This isn't a difficult concept is it? Surely it isn't.. I should go patent this. It is the future of movie distribution, I'm sure. And when they do it, I'd love to sue for hundreds of millions just as a kick in the nuts for being so fucking opaque.

Re:This is going to be a bit unpopular, but.... (0)

Anonymous Coward | more than 3 years ago | (#33545982)

Like I've brought up many times, if the big media companies would just make the movies available soon after theatrical releases ON THEIR OWN WEBSITES in digital form for a premium, streaming, a license for a direct download, and we know they'd want to put some kind of shitty DRM on it (see: DVD), at a REASONABLE price, who the fuck would pirate a movie?

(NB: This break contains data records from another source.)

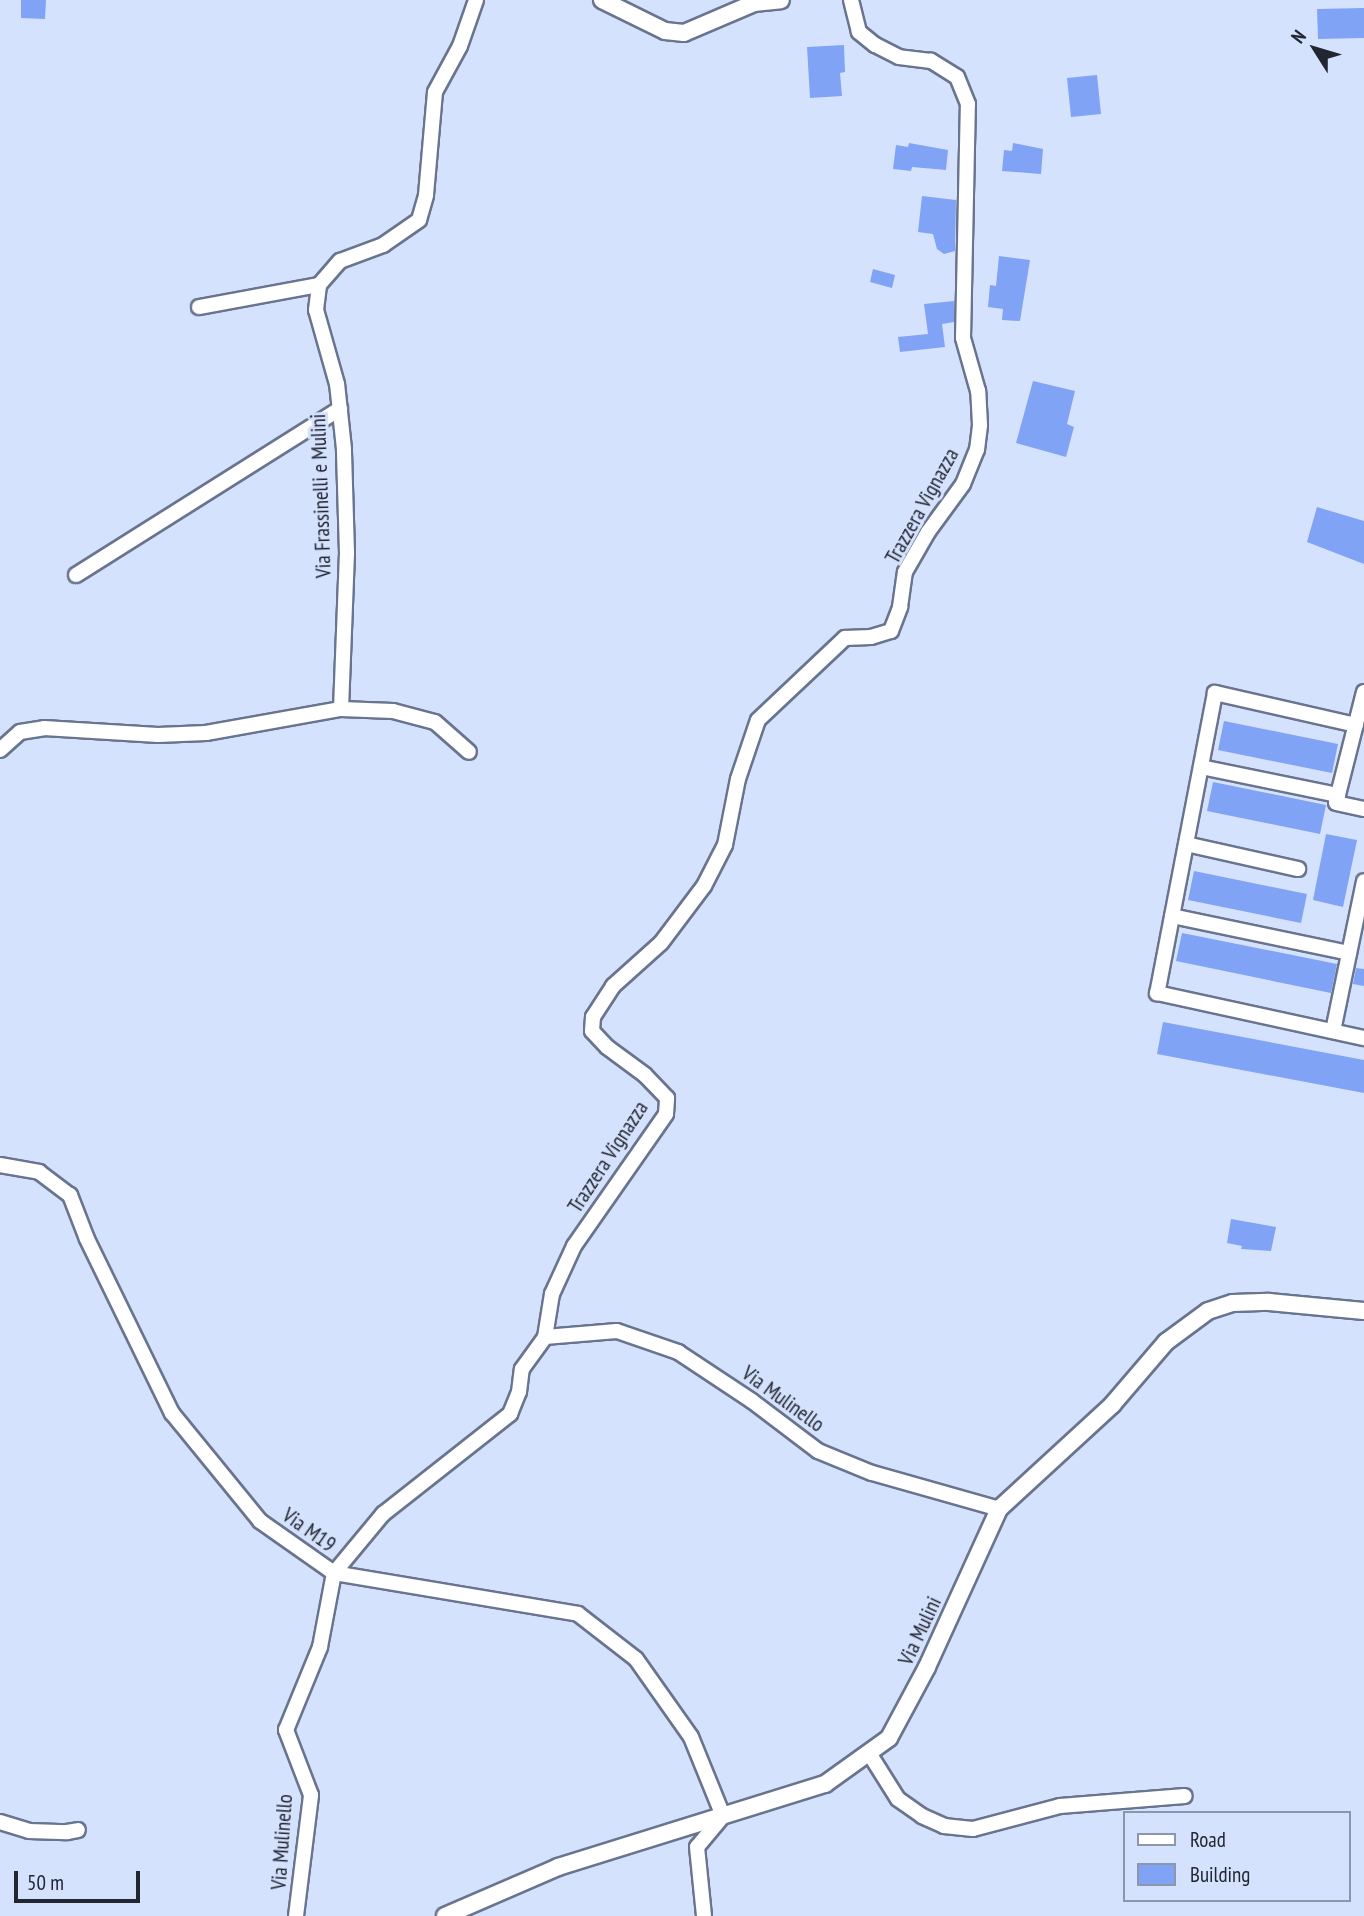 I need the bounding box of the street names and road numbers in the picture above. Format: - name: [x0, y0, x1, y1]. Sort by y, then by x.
- street label: Via Frassinelli e Mulini: [306, 413, 336, 579]
- street label: Trazzera Vignazza: [880, 444, 964, 568]
- street label: Trazzera Vignazza: [562, 1096, 654, 1218]
- street label: Via Mulinello: [737, 1361, 829, 1437]
- street label: Via M19: [277, 1503, 341, 1557]
- street label: Via Mulini: [893, 1593, 947, 1669]
- street label: Via Mulinello: [266, 1793, 298, 1891] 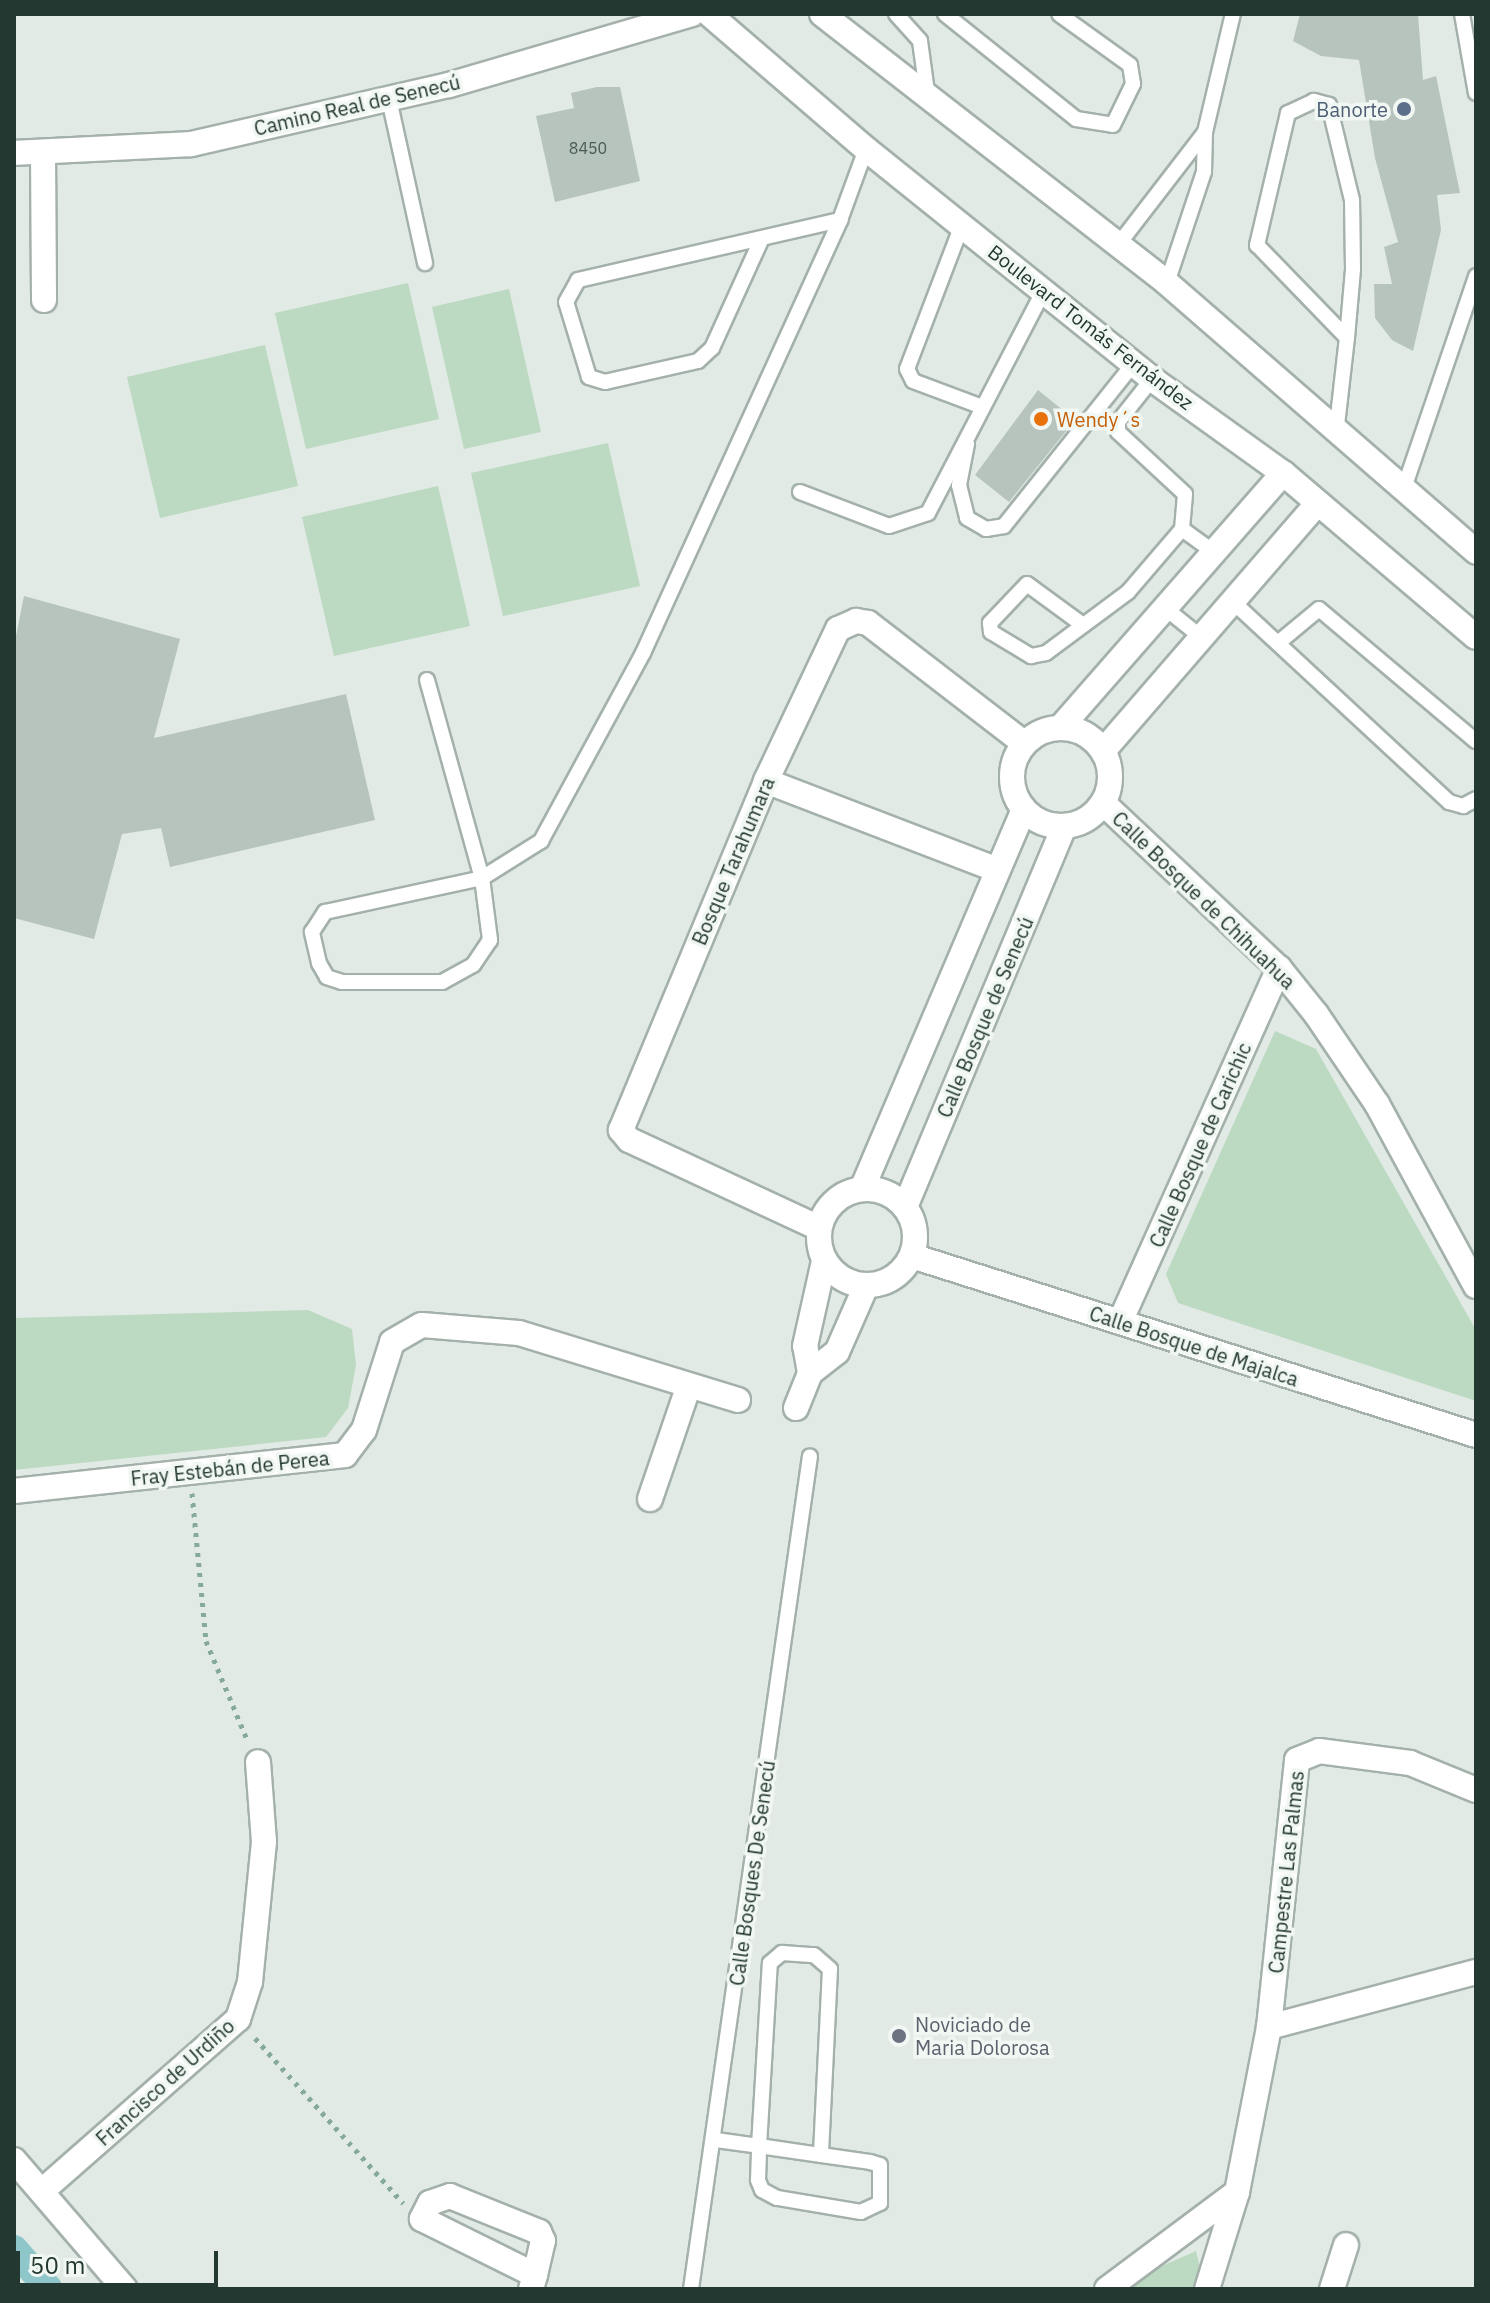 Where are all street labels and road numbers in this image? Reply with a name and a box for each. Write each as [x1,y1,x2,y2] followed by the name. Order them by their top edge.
[252,70,462,140] street label: Camino Real de Senecú
[984,239,1198,415] street label: Boulevard Tomás Fernández
[687,773,779,949] street label: Bosque Tarahumara
[1108,806,1300,994] street label: Calle Bosque de Chihuahua
[932,913,1038,1121] street label: Calle Bosque de Senecú
[1144,1039,1256,1251] street label: Calle Bosque de Carichic
[1086,1301,1302,1391] street label: Calle Bosque de Majalca
[129,1446,331,1490] street label: Fray Estebán de Perea
[724,1759,780,1987] street label: Calle Bosques De Senecú
[1263,1769,1309,1975] street label: Campestre Las Palmas
[91,2014,239,2150] street label: Francisco de Urdiño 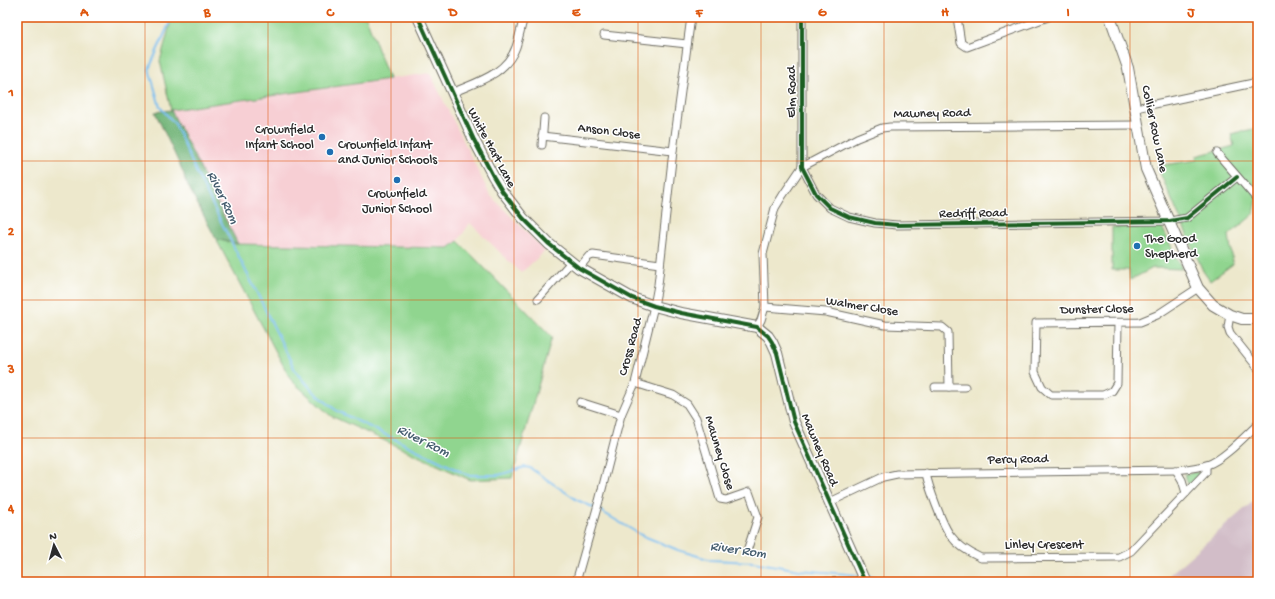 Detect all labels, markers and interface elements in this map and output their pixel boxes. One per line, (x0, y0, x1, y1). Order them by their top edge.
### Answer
text: A (79, 6, 89, 21)
text: B (203, 6, 212, 21)
text: C (325, 6, 335, 21)
text: D (448, 6, 458, 21)
text: E (572, 6, 581, 21)
text: F (695, 6, 704, 21)
text: G (818, 6, 827, 21)
text: H (941, 6, 949, 21)
text: I (1066, 6, 1070, 21)
text: J (1187, 6, 1196, 21)
street label: Elm Road (785, 65, 800, 118)
street label: Collier Row Lane (1137, 84, 1171, 174)
text: 1 (7, 86, 14, 101)
street label: White Hart Lane (464, 105, 519, 191)
street label: Mawney Road (893, 106, 972, 122)
street label: Anson Close (577, 121, 641, 143)
place label: Crownfield Infant School (245, 123, 315, 153)
marker: Crownfield Infant School (317, 132, 327, 142)
place label: Crownfield Infant and Junior Schools (338, 138, 438, 168)
marker: Crownfield Infant and Junior Schools (325, 147, 335, 157)
water label: River Rom (202, 169, 242, 227)
marker: Crownfield Junior School (392, 175, 402, 185)
place label: Crownfield Junior School (362, 187, 432, 217)
street label: Redriff Road (939, 206, 1008, 222)
text: 2 (8, 225, 15, 240)
place label: The Good Shepherd (1144, 232, 1198, 262)
marker: The Good Shepherd (1132, 241, 1142, 251)
street label: Walmer Close (825, 294, 899, 320)
street label: Dunster Close (1059, 302, 1134, 318)
street label: Cross Road (616, 315, 646, 378)
text: 3 (7, 363, 15, 378)
street label: Mawney Road (797, 412, 841, 490)
street label: Mawney Close (701, 414, 737, 492)
water label: River Rom (394, 422, 452, 462)
street label: Percy Road (986, 452, 1050, 468)
text: 4 (7, 502, 15, 517)
north arrow (34, 525, 74, 565)
text: N (49, 531, 57, 543)
street label: Linley Crescent (1005, 538, 1085, 553)
water label: River Rom (709, 539, 767, 563)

People keep breaking into my house to hold parties. Now, I hold some really wild, kick-ass parties about twice a year, but apparently that's not often enough for some people so when I'm out of town they pick my front door lock, come inside and have a wild time.

I may not like it, but it's my own fault for not offering more parties in my home that are awesome enough to satisfy these people. Thus, I deserve to have my home broken into. I'm just that cool, dude. So cool that people disrespect my private property rights.

That's what you're saying, right?

Re:This is going to be a bit unpopular, but.... (1)

Ironhandx (1762146) | more than 3 years ago | (#33546112)

Uhg, thats not even close to the same. They have physically damaged your property. It will cost you something to fix it. What this is more like is if they like your house for parties and get a copy of your diagrams and build themselves another one just like it to have parties in.

Re:This is going to be a bit unpopular, but.... (2, Insightful)

cdrguru (88047) | more than 3 years ago | (#33546176)

Why would you pay $2 when you can have it for free?

A high percentage of pirates are just "collectors" anyway - they aren't watching the movies or listening to the music, they are just collecting. They aren't going to pay, ever.

Another high percentage of the folks downloading are doing it because they are sure what they are downloading is crap. They are just checking it out to make sure. They watch it and, yup, it is crap - they would never pay for crap like that.

There are a few people with high disposable incomes that would pay $2 online rather than $10 to buy the DVD. But then they are going to save it and share it with the planet. Where else do you think all the stuff that is available for downloading is coming from? Or, it is paid for with stolen (er, "borrowed") credit cards.

The people that aren't sharing what they get however they get it and are actually potential customers for such a service are so few that nobody is interested in even exploring that market. It is so small that is doesn't exist.

Another way to answer this is "So, how many ringtones have you bought this week?"

Re:This is going to be a bit unpopular, but.... (4, Insightful)

PPalmgren (1009823) | more than 3 years ago | (#33545972)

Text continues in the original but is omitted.